Je crois que je commence à me faire à ton absence, doucement et sûrement parce que tu dois sûrement être toujours au courant qu'il ne vaut mieux pas me brusquer. Je fais toujours les choses comme bon me semble, lentement et avec précaution. J'ai souvent été brusque dans ma vie et j'avais remarqué que c'était ainsi que les choses se cassaient. Enfin, si ça se trouve, ce n'était que ces fois-là, je n'en sais rien mais en tout cas, maintenant j'essaye de ne jamais précipiter les choses. Je fais tout ce que je peux à mon aise, se demander de l'aide à personne parce que, soyons franche, on n'est jamais mieux servit que par soi-même.

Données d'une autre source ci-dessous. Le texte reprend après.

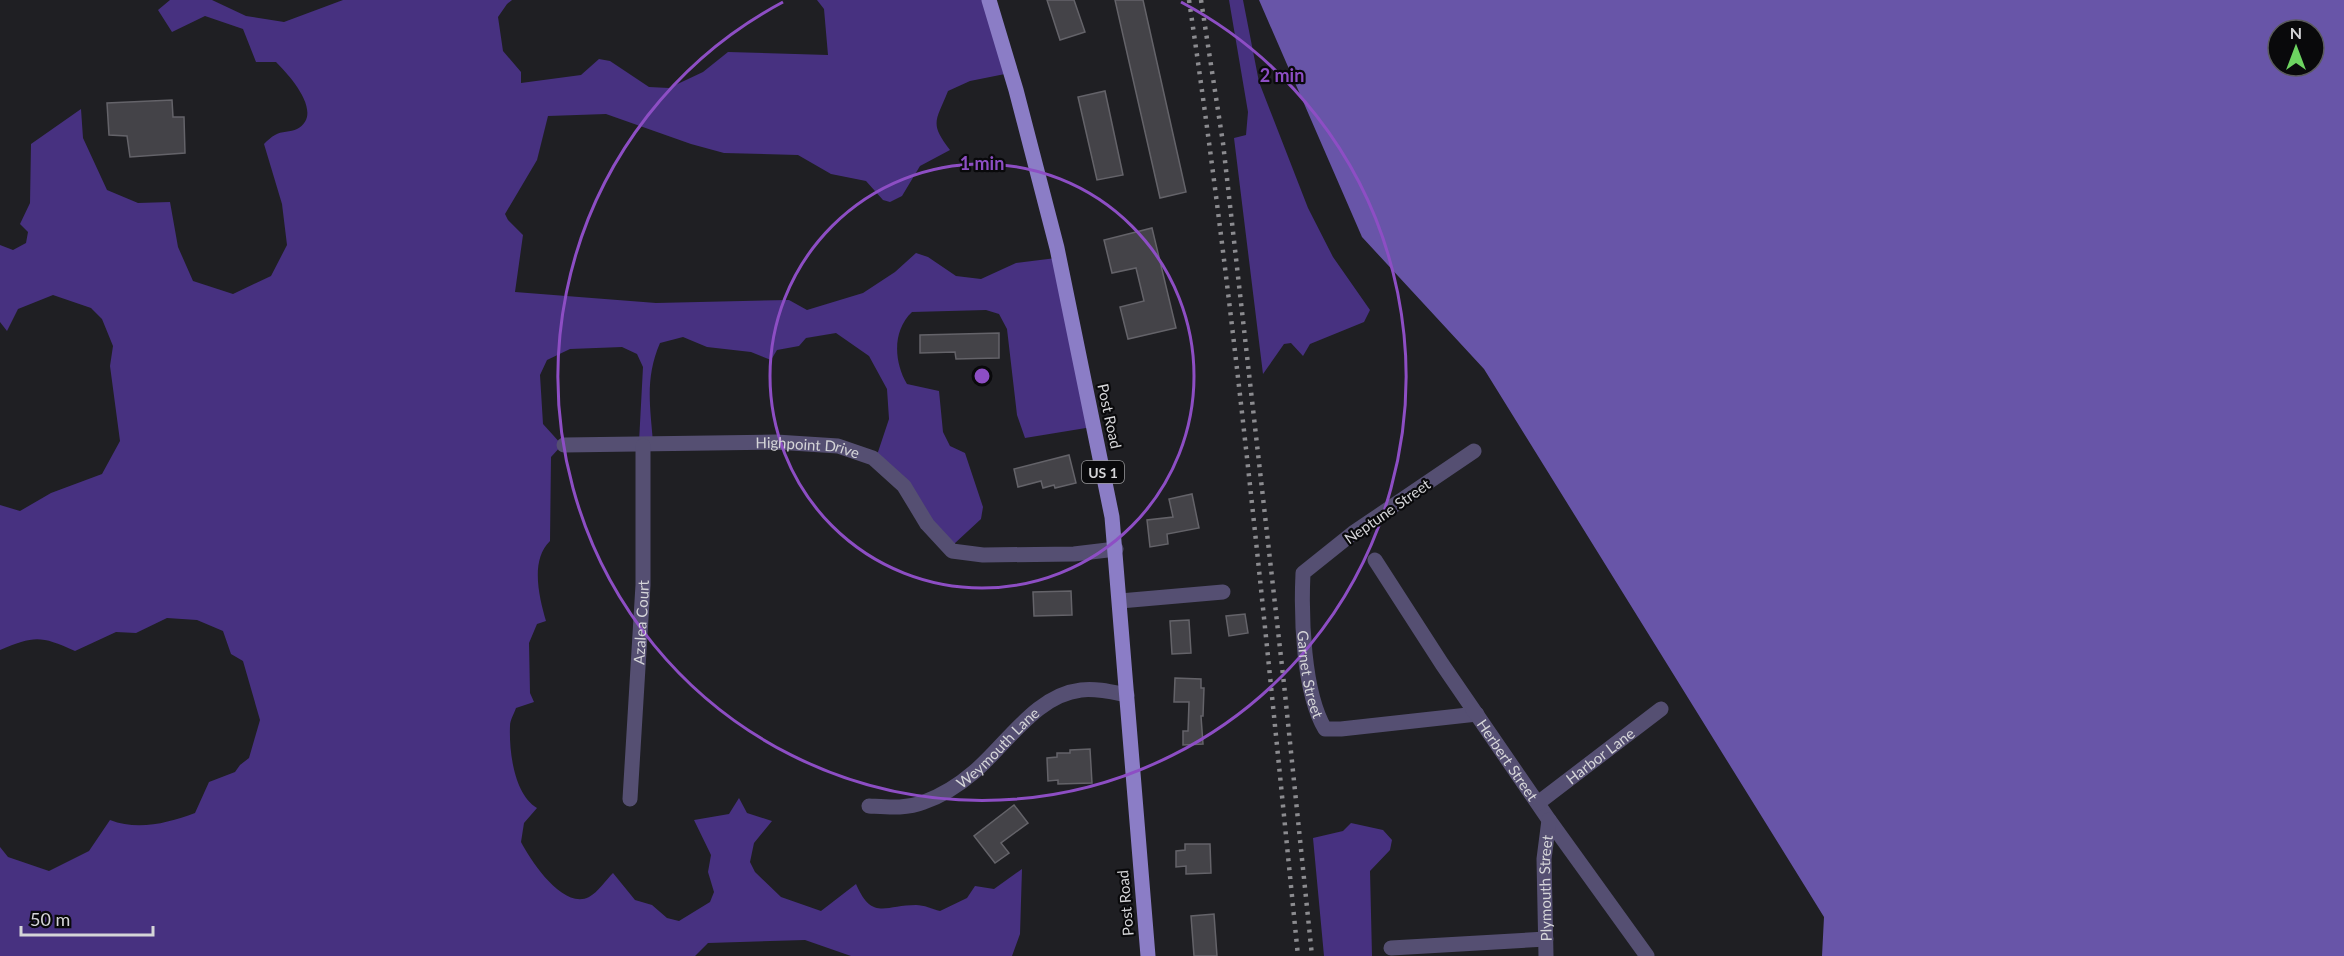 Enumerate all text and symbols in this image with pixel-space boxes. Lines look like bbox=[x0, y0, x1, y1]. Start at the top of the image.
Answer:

Jersey, je commence à aller mieux, tu te rends compte ? Je vais arrêter de constamment me morfondre sur son triste sort. Je vais arrêter de constamment écrire que « Tu es morte » en manquant de ne pas le faire tellement que c'est dur. Je vais arrêter de constamment te faire chier en disant que ce n'est pas normal que je sois ainsi après ta mort. Je vais arrêter de te spasmer sur mes états d'âmes complètement fondées et infondées aussi. Je vais arrêter de te faire chier. Je commence à savoir faire ton deuil.

C'est vrai, en soit le deuil, c'est quoi ? C'est sûrement quand on arrive à réaliser que la personne qu'on aimait n'est plus de ce monde, c'est sûrement quand on réalise qu'on ne l'a verra plus jamais ; c'est quand on se fait à sa mort, à son absence. Le deuil ce n'est pas quand la douleur causé par le défunt n'est plus là, parce que c'est techniquement impossible. Une douleur ne peut jamais disparaître, on peut juste vivre avec et c'est ça le deuil, c'est quand on réussit à vivre à cette douleur tout en réalisant que la personne décédée est belle et bien morte.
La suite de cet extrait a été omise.